[Saved entries]

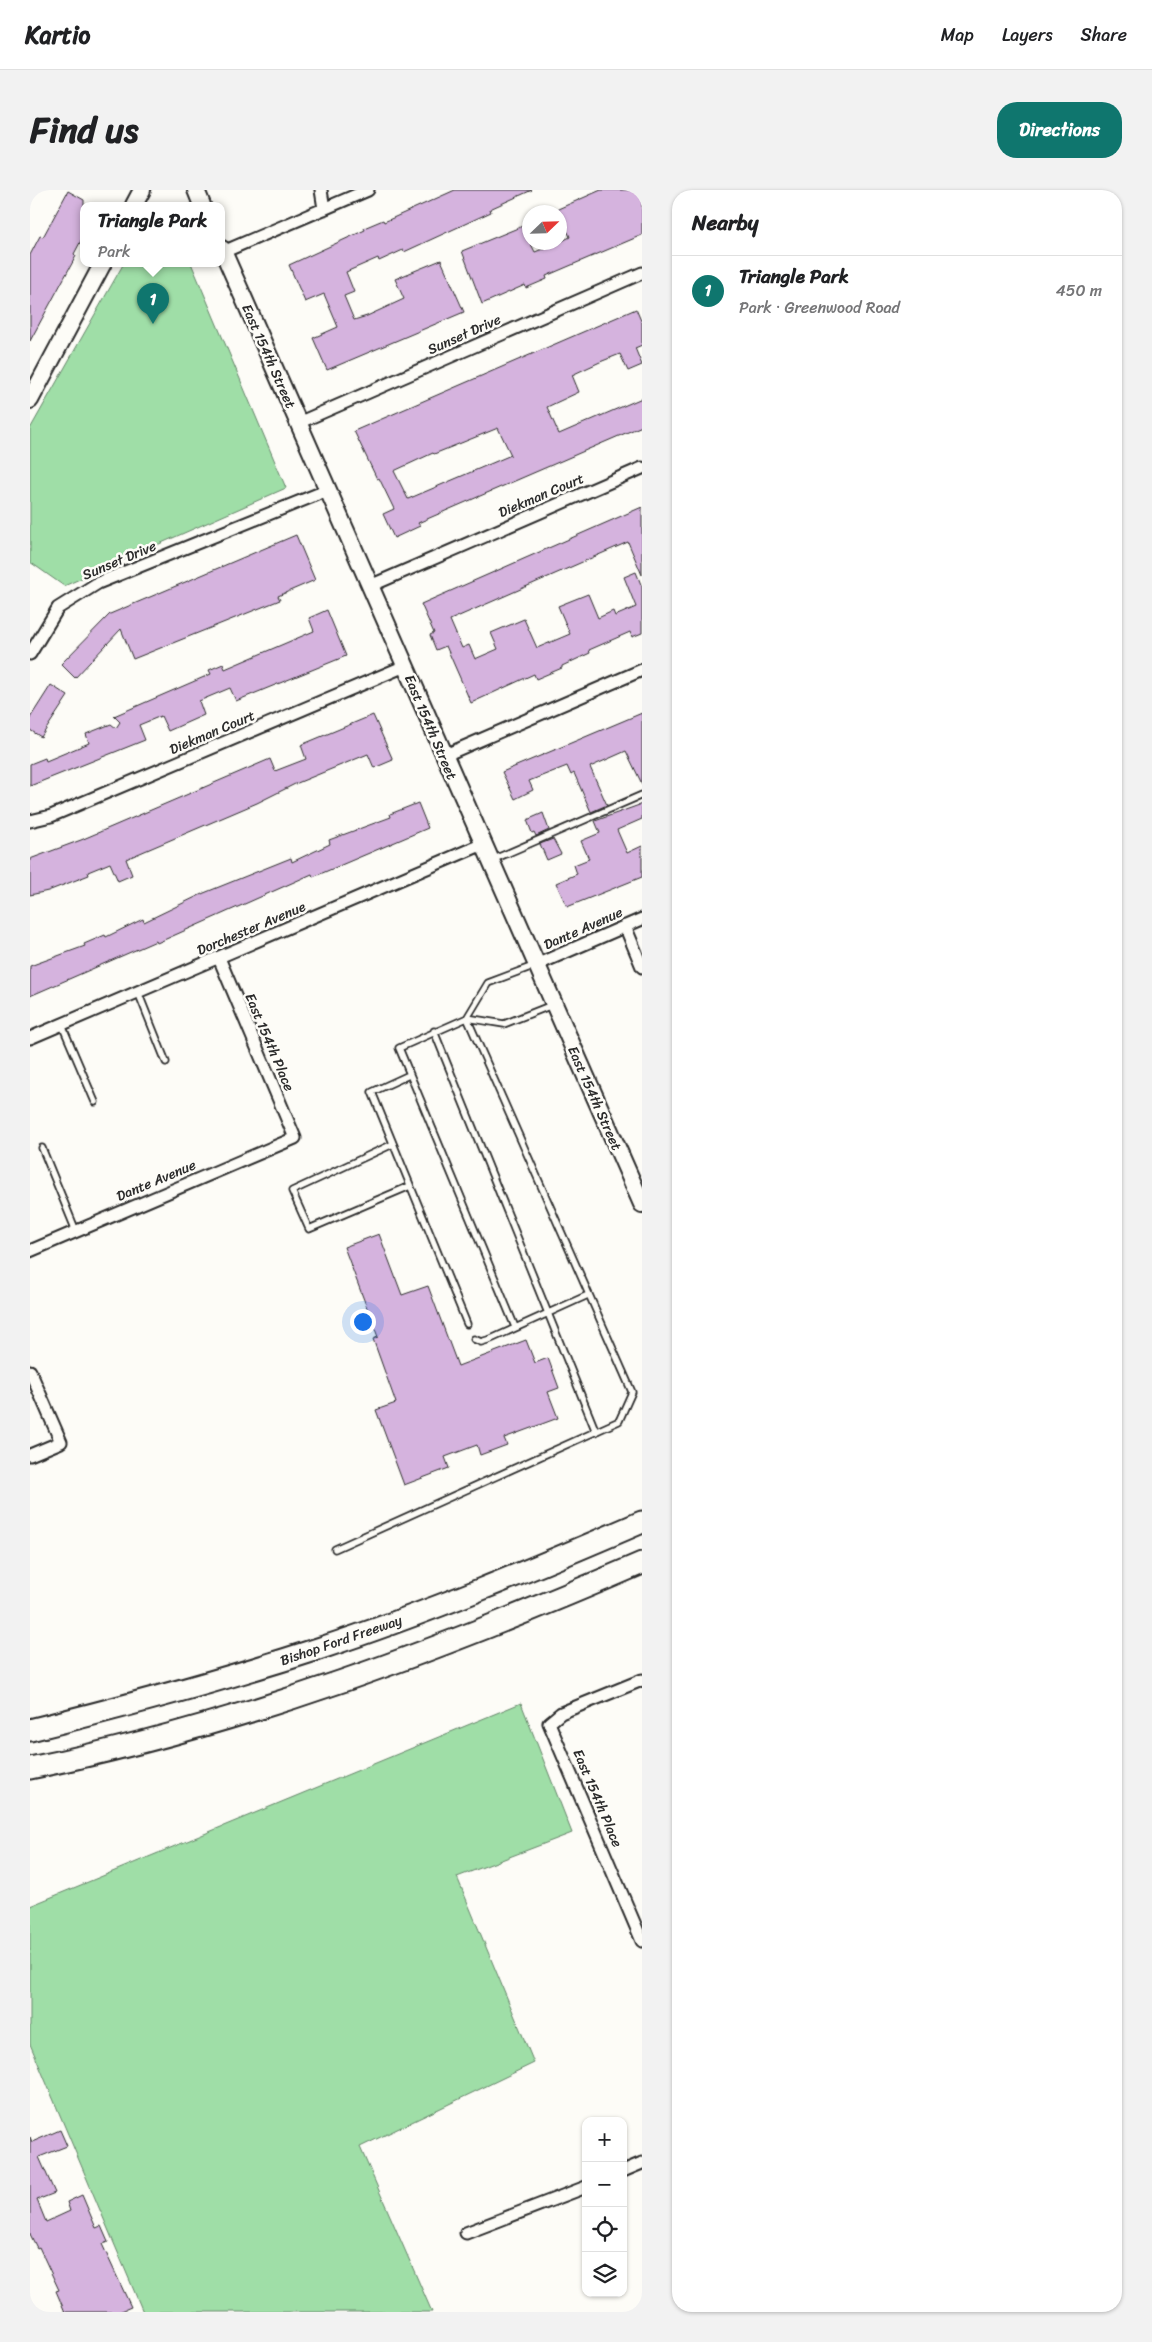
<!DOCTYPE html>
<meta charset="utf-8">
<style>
:root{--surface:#fff;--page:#f2f2f2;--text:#202124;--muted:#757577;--line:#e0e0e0;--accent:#0f766e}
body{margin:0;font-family:Sriracha,sans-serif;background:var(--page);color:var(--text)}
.controls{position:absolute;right:15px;bottom:15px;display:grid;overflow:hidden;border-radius:10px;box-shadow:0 1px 4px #0004}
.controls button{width:45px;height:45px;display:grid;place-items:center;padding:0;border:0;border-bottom:1px solid var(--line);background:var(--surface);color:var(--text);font:25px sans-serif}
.compass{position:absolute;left:492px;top:15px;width:45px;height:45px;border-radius:50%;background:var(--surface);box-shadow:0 1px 4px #0004;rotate:67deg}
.you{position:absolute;left:332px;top:1131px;width:18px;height:18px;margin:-12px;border:4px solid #fff;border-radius:50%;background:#1a73e8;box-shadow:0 0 0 8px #1a73e833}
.badge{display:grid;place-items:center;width:32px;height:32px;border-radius:50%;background:var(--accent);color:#fff;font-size:16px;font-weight:700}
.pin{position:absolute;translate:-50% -41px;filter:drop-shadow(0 1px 2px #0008)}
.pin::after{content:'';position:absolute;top:26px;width:18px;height:15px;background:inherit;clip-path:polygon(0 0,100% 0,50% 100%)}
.popup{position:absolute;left:50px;top:12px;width:145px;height:65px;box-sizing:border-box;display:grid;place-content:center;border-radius:10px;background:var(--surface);filter:drop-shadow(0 1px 4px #0005);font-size:16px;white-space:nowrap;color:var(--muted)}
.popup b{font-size:19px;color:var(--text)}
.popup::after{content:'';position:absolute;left:50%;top:100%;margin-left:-10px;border:10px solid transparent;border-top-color:var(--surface)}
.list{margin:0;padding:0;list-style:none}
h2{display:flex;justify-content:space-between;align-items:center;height:65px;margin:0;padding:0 20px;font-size:21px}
h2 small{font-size:16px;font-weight:400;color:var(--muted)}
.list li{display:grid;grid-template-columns:32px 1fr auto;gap:15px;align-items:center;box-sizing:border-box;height:70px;padding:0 20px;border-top:1px solid var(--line)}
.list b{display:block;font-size:19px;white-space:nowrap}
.list p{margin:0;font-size:16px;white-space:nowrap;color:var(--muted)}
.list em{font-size:16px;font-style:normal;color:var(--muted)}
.icon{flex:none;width:28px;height:28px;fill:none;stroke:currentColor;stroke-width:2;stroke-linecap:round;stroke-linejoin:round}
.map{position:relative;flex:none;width:612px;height:2122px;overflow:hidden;border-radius:20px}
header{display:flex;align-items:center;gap:30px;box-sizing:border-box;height:70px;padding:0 25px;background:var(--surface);border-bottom:1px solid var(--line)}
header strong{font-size:24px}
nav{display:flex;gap:28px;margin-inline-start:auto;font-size:18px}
.intro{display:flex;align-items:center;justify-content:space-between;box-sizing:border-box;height:120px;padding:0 30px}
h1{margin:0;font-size:35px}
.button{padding:12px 22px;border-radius:20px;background:var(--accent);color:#fff;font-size:18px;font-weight:700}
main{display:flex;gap:30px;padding:0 30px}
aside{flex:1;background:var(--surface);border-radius:20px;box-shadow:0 1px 4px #0004}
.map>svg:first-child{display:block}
</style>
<header>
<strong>Kartio</strong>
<nav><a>Map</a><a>Layers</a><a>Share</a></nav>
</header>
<div class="intro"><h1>Find us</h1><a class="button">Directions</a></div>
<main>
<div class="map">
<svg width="612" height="2122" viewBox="0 0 612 2122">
<rect width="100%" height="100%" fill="#fdfcf7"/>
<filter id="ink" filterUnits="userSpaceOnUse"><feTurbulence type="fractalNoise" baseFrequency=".02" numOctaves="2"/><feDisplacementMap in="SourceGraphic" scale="10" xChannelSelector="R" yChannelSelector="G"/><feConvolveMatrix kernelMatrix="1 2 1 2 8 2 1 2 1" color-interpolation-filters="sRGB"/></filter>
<g filter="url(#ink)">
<path fill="#9fdea7" stroke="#658469" d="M94 73H161L256 298 34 396 0 372V239Z
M491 1513 542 1643 427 1687 504 1873 330 1957 402 2122H113L0 1854V1716Z"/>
<path fill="#d5b3de" stroke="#2b2b2b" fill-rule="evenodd" d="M425 0H502L460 19 461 22 374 62 373 60 349 71 348 68 316 82 324 102 314 106 324 130 337 126 374 109 365 89 411 70 434 122 297 180 283 148 308 137 294 104 275 112 259 75 335 40 334 38 353 30 354 32Z
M571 0H612V45L516 86 517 89 496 98 495 95 452 114 432 61 500 33V52L505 62 530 52 540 47 528 19Z
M38 1 54 10V45L44 64 46 66 0 151V65L10 46 13 47Z
M606 119 612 133V155L605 158 612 175 598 181 590 164 570 172 542 185 549 202 517 217 529 244 612 208V236L420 319 388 333 390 336 364 348 353 324 364 319 349 288 347 289 324 241ZM468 238 481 265 378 309 364 281 403 263 404 264Z
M612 317V385L598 352 420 430 432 458 439 455 445 469 468 459 461 443 494 429 507 458 540 444 528 416 558 404 568 428 583 421 585 426 606 417 594 387 606 382 612 397V443L602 447 600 442 559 460 560 463 532 476V478L506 489 504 484 441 513 416 456 406 460 400 445 404 443 391 414Z
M266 345 285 390 248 406 250 410 103 469 91 439 45 488 31 474 80 424Z
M297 420 316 466 206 511 200 498 169 511 174 525 138 541 131 526 109 535 115 550 0 596V574L15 568 16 571 59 553 56 544 81 534 86 538 90 532 84 526 181 484 179 480 193 474 195 479 284 441 279 428Z
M21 495 38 506 11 547 0 540V528Z
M612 523V594L596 561 560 577 577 615 561 622 544 583 541 585 537 576 499 591 503 600 485 609 472 582Z
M343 525 363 570 344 578 338 564 265 594 227 613 96 669 102 685 88 691 80 673 58 682 59 685 18 701 0 705V669L51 650 240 569 245 581 276 569 271 555Z
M388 613 398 638 283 687 282 684 127 753 126 751 0 806V776L55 756 54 754 75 745 76 747 113 729 114 732 174 703 261 668 262 672 300 654 299 650 361 627 360 624Z
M612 614V629L587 640 597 663 612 656V687L537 717 526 693 547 684 544 675 559 669 551 651 570 643 565 631Z
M513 623 519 640 506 646 504 642 502 643 497 630Z
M523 649 531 664 517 670 510 654Z
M349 1044 372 1105 398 1096 428 1176 496 1150 505 1173 518 1168 529 1198 518 1202 528 1228 474 1248 477 1255 450 1265 447 1255 415 1267 419 1278 374 1295 346 1220 366 1213 343 1149 348 1147 314 1057Z
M30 1940 37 1956 9 1967 25 2003 7 2010 16 2032 40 2021 37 2012 52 2005 66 2038 71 2036 78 2052 72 2054 101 2117 89 2122H35L26 2101 29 2100 9 2057 7 2058 0 2044V1947L2 1952Z"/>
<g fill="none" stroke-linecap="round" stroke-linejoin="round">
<g stroke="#2b2b2b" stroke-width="9">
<path id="lane" d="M462 670 612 605
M108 802 136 872
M437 828 458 793 506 775
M32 835 65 912
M404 841 566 1242
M379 885 342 902 437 1134
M363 954 262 1001 279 1039 380 996
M12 958 46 1041
M485 1137 369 858 437 828 474 834 522 815
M444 1149 451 1152 461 1149 558 1105
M305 1359 589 1231 602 1202 437 828"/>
</g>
<g stroke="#2b2b2b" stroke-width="15">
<path id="street" d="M291 0 294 19
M193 62 338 0
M268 233 612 83
M340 396 612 278
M0 464 28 418 68 393 298 300
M413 566 612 480
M0 631 21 626 375 476
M595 736 612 777
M506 775 612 729
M0 848 453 654
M0 1061 265 948 189 768
M0 1181 31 1252 0 1265
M612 1490 531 1523 519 1533 612 1751
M593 1981 612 1973
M436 2043 556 1997"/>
</g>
<g stroke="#2b2b2b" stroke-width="20">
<path id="secondary" d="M166 0 172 15
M104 15 112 0
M192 59 612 1014
M0 210 73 73"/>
</g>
<g stroke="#2b2b2b" stroke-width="25">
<path id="highway" d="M0 1540C97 1516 193 1490 288 1459 398 1423 505 1378 612 1332
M0 1578C212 1535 415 1458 612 1373"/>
</g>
<use href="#lane" stroke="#fdfcf7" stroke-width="5.5"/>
<use href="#street" stroke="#fdfcf7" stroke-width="11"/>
<use href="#secondary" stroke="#fdfcf7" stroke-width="16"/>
<use href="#highway" stroke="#fdfcf7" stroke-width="21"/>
</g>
</g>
<g text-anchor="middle" stroke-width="5" stroke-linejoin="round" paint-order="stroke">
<g font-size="14" fill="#2b2b2b" stroke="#fdfcf7">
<text transform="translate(434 144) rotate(-24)" y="5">Sunset Drive</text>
<text transform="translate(239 166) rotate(66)" y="5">East 154th Street</text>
<text transform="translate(511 305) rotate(-23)" y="5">Diekman Court</text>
<text transform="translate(89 370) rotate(-23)" y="5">Sunset Drive</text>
<text transform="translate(401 537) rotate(67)" y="5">East 154th Street</text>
<text transform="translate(182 542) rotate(-23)" y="5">Diekman Court</text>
<text transform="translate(221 738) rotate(-23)" y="5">Dorchester Avenue</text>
<text transform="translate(553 738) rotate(-24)" y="5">Dante Avenue</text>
<text transform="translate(240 852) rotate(67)" y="5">East 154th Place</text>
<text transform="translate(565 908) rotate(66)" y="5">East 154th Street</text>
<text transform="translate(126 990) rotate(-23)" y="5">Dante Avenue</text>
<text transform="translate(311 1450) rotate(-19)" y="5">Bishop Ford Freeway</text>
<text transform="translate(568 1608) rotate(67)" y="5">East 154th Place</text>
</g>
</g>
</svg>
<div class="controls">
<button>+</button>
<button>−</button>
<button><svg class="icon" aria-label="locate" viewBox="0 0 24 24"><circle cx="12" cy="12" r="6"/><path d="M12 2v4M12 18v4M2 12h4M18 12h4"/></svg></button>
<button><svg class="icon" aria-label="layers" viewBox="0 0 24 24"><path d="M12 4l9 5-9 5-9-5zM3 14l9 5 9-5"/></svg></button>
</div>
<svg class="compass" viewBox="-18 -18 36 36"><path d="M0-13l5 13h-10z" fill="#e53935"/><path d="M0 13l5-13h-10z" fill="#757577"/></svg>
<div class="you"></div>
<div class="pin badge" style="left:123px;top:134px">1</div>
<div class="popup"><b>Triangle Park</b>Park</div>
</div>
<aside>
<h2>Nearby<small></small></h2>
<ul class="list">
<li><span class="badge">1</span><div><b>Triangle Park</b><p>Park · Greenwood Road</p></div><em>450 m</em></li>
</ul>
</aside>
</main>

**Directions for this task**
Search the data for "solid". Copy each line that has it.

**Solution below**
.controls button{width:45px;height:45px;display:grid;place-items:center;padding:0;border:0;border-bottom:1px solid var(--line);background:var(--surface);color:var(--text);font:25px sans-serif}
.you{position:absolute;left:332px;top:1131px;width:18px;height:18px;margin:-12px;border:4px solid #fff;border-radius:50%;background:#1a73e8;box-shadow:0 0 0 8px #1a73e833}
.popup::after{content:'';position:absolute;left:50%;top:100%;margin-left:-10px;border:10px solid transparent;border-top-color:var(--surface)}
.list li{display:grid;grid-template-columns:32px 1fr auto;gap:15px;align-items:center;box-sizing:border-box;height:70px;padding:0 20px;border-top:1px solid var(--line)}
header{display:flex;align-items:center;gap:30px;box-sizing:border-box;height:70px;padding:0 25px;background:var(--surface);border-bottom:1px solid var(--line)}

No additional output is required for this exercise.